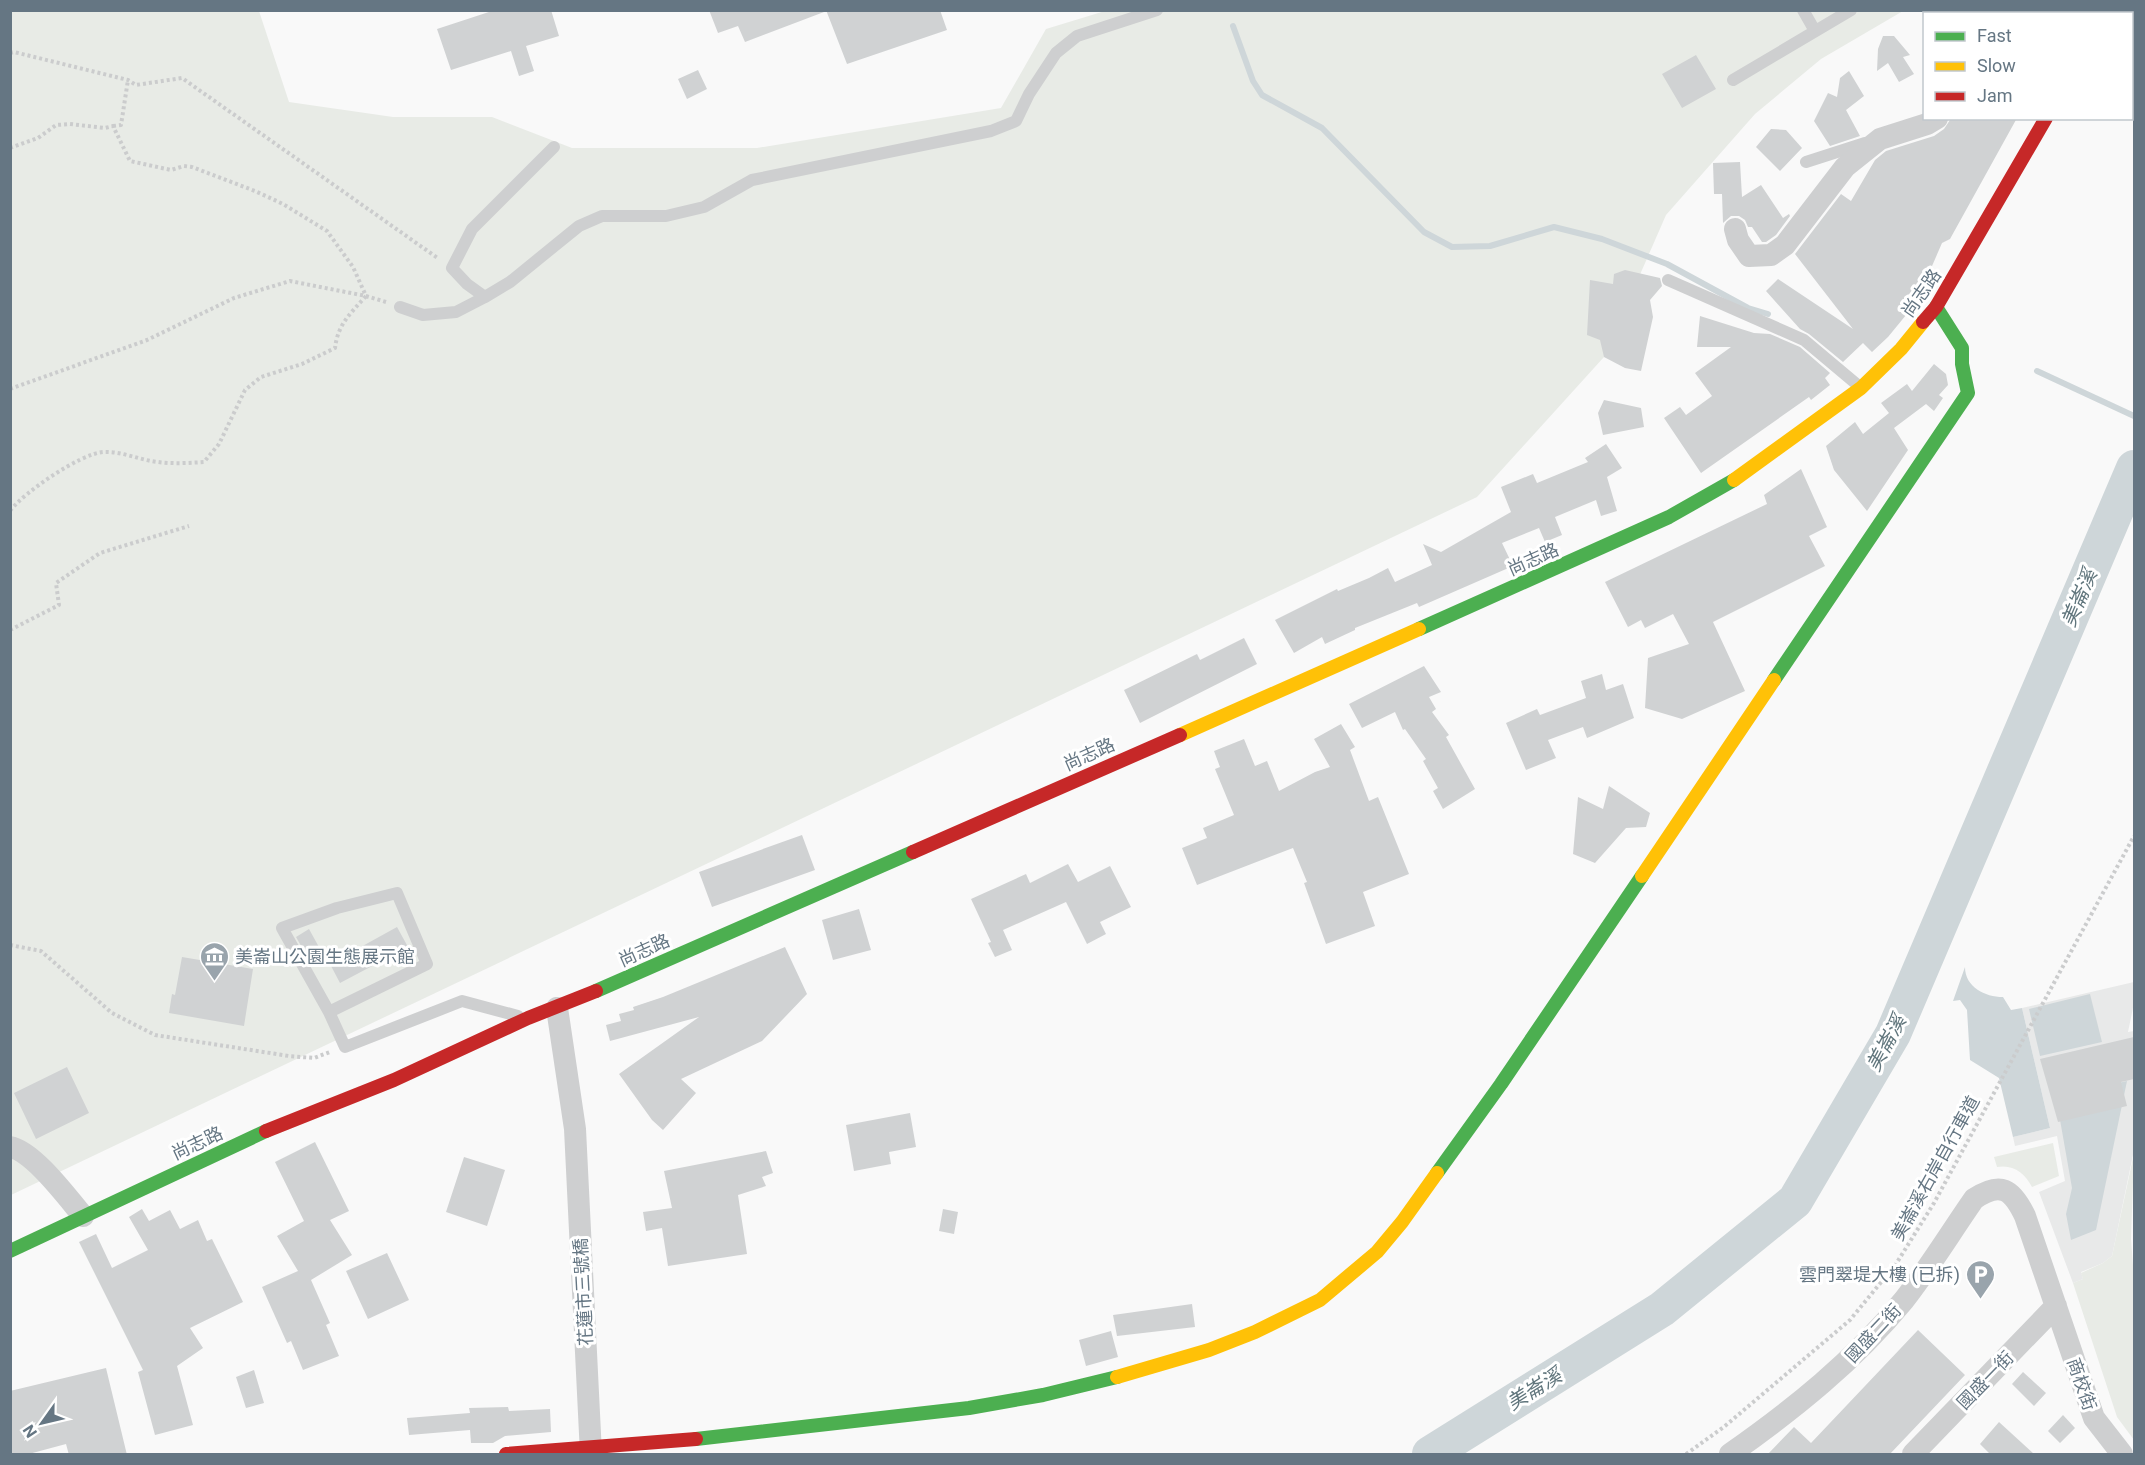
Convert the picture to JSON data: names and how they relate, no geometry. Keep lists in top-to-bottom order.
{
  "streets": {
    "street": [
      "尚志路",
      "花蓮市三號橋",
      "國盛二街",
      "國盛一街",
      "商校街"
    ],
    "path": ["美崙溪右岸自行車道"]
  },
  "crossings": [
    ["尚志路", "花蓮市三號橋"],
    ["國盛二街", "國盛一街"],
    ["國盛二街", "商校街"],
    ["國盛一街", "商校街"]
  ],
  "water": ["美崙溪"],
  "places": {
    "museum": ["美崙山公園生態展示館"],
    "parking": ["雲門翠堤大樓 (已拆)"]
  },
  "legend": ["Fast", "Slow", "Jam"],
  "north": "bottom left"
}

# ACTIVITY
An exact copy of the entries, minus the pictures, is what to return.

# OUTPUT OF THE TASK
Convert the picture to JSON data: names and how they relate, no geometry. Keep lists in top-to-bottom order.
{
  "streets": {
    "street": [
      "尚志路",
      "花蓮市三號橋",
      "國盛二街",
      "國盛一街",
      "商校街"
    ],
    "path": ["美崙溪右岸自行車道"]
  },
  "crossings": [
    ["尚志路", "花蓮市三號橋"],
    ["國盛二街", "國盛一街"],
    ["國盛二街", "商校街"],
    ["國盛一街", "商校街"]
  ],
  "water": ["美崙溪"],
  "places": {
    "museum": ["美崙山公園生態展示館"],
    "parking": ["雲門翠堤大樓 (已拆)"]
  },
  "legend": ["Fast", "Slow", "Jam"],
  "north": "bottom left"
}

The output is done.